Bridgy Fed is the bridge. It presents itself as an ActivityPub actor on the Fediverse side and as an AT Protocol PDS on the Bluesky side. When a Mastodon user follows a Bluesky user via Bridgy Fed, the bridge translates follow activities into AT Protocol follow records, and translates AT Protocol post events into create activities. The bridge maintains a mapping between Fediverse handles and AT Protocol DIDs, enabling identities to carry across the boundary.

However, the translation is imperfect. Likes, boosts, replies and quoted posts do not have exact equivalents on both sides. Moderation policies also differ — whose rules apply to a bridged post? While these are not insurmountable problems, they mean that cross-protocol interaction is functional but not seamless.
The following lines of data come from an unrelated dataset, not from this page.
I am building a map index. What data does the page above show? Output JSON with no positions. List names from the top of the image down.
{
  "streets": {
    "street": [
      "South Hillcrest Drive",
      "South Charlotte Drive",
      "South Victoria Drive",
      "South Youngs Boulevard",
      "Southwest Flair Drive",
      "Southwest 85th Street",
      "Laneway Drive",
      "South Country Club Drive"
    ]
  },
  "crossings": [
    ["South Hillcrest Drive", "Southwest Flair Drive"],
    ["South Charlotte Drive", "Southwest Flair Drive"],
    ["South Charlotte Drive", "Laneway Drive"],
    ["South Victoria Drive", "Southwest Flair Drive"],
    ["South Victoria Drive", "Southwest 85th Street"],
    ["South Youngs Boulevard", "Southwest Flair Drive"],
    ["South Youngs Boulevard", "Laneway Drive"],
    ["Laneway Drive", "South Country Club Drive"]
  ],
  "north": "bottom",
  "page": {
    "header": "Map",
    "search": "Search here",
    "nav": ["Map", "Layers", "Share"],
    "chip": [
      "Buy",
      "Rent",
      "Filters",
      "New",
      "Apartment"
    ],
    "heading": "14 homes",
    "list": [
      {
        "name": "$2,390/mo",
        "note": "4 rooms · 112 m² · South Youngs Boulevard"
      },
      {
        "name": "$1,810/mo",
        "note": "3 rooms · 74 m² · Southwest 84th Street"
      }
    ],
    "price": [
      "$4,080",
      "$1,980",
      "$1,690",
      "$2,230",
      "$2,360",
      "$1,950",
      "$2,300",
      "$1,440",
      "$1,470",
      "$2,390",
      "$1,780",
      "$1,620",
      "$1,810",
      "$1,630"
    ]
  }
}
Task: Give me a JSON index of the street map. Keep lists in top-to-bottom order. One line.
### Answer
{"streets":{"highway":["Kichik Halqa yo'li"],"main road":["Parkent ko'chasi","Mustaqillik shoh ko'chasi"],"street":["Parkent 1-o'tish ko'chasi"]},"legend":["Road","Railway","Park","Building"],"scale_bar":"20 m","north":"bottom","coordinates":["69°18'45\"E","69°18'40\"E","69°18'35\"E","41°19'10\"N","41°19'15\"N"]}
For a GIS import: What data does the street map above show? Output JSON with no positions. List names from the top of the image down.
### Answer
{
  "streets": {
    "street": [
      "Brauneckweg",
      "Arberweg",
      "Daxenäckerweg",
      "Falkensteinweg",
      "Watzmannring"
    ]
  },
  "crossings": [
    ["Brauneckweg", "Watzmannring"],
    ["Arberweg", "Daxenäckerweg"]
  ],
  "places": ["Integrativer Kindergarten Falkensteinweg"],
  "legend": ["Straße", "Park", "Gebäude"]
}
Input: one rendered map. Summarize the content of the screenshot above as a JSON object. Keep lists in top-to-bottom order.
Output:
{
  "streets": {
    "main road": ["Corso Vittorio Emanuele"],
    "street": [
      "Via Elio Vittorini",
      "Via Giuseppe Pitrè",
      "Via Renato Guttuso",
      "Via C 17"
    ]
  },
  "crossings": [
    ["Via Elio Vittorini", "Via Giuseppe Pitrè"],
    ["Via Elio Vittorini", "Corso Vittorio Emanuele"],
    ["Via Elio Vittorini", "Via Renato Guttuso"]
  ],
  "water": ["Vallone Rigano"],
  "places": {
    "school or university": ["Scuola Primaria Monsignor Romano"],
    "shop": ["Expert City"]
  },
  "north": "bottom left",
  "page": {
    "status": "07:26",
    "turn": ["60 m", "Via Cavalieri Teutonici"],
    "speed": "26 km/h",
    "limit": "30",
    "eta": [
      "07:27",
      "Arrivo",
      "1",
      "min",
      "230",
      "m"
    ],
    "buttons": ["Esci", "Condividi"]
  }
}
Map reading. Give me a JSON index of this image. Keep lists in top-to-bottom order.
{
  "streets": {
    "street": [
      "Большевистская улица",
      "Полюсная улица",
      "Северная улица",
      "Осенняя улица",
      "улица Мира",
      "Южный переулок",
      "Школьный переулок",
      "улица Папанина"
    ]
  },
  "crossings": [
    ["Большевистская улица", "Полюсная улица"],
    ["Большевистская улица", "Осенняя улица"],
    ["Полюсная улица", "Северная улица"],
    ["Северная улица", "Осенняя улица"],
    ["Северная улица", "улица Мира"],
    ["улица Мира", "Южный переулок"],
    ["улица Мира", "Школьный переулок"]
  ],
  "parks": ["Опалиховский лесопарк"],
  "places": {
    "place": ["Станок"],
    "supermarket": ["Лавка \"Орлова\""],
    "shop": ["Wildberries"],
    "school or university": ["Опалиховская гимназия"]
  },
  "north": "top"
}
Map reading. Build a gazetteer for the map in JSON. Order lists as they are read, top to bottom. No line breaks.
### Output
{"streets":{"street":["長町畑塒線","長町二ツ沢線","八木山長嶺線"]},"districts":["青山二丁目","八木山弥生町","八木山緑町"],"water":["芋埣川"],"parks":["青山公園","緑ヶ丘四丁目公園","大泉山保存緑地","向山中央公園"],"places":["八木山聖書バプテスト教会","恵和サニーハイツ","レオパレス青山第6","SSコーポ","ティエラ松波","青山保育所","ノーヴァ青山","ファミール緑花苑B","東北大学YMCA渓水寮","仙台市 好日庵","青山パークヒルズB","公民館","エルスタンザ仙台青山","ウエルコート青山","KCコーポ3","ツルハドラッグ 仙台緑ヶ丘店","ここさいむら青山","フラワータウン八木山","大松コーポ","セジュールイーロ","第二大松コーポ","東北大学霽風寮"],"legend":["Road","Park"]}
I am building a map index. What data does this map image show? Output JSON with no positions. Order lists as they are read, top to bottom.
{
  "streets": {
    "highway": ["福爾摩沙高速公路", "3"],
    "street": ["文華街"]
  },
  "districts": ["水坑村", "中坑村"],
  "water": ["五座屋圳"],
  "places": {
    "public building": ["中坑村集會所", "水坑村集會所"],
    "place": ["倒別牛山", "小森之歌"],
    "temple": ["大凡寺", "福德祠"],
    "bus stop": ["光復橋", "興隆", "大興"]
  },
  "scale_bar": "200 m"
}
A deeper challenge is semantic: a follow in ActivityPub is not the same as a follow in the AT Protocol. Bridging requires choosing one protocol’s semantics as authoritative and adapting the other to fit. The result is a lowest-common-denominator experience where advanced features are lost.

Despite these limitations, the bridge exists and works. If you run a Mastodon instance and want to follow someone on Bluesky, you can do so. This demonstrates the value of open protocols: it’s not about everyone using the same one, but about protocols exposing enough functionality to allow bridges to be built.

Running your own

The most common self-hosted option for ActivityPub is Mastodon, though it is more resource-intensive than lighter alternatives such as GoToSocial (Go) or Pleroma (Elixir). A small Mastodon instance requires a PostgreSQL database, Redis and several gigabytes of RAM. GoToSocial, on the other hand, can run on a Raspberry Pi. The best option for you will depend on how many users you plan to host and which features you need.

For the AT Protocol, Bluesky provides a Go-based PDS reference implementation that runs on a modest VPS. You will need a domain name for your handle and a TLS certificate. Once it is up and running, you can create an account on your PDS, set the DID document and configure the DNS. Your data is stored as CAR (content-addressed archive) files, so you can back it up and restore it elsewhere. The relay is the most demanding part, and most individuals will not run their own, but this is not necessary. Having someone else run a relay makes your data discoverable, just as having someone else run a search engine makes your website discoverable.

Where this leaves us

Of all the layers of personal infrastructure, social media is the hardest to reclaim. However, files, calendars and contacts can be transferred to DAV. Messaging can be transferred to Matrix or XMPP. However, social media involves public reputation, an accumulated post history and a follow graph representing years of relationship building. The switching cost is enormous, and walled gardens depend on this.

However, ActivityPub has proven that decentralised social networking can work on a large scale. Millions of people use it every day. The protocol is deployed, tested and stable. However, its identity model ties you to your instance, creating a centralisation pressure that undermines the promise of decentralisation.

The AT Protocol addresses this issue directly with DIDs and content-addressed storage. However, it is newer and less proven, and it has its own centralisation pressures — the Bluesky app view dominates, and relay infrastructure is expensive. However, the core innovation works: you can switch between providers without losing any data. This is a genuine solution to a problem that has kept social media centralised for two decades.

Neither protocol is the final answer. Both have rough edges. They both face challenges around moderation, sustainable infrastructure and adoption. However, they are currently the best solutions to the question of what happens when you treat social networking as infrastructure — something durable, interoperable and under the control of its users. They are protocols, not products. No company can kill ActivityPub. No acquisition can shut down the AT Protocol. The servers you run today will still work tomorrow, and the connections you build will remain yours.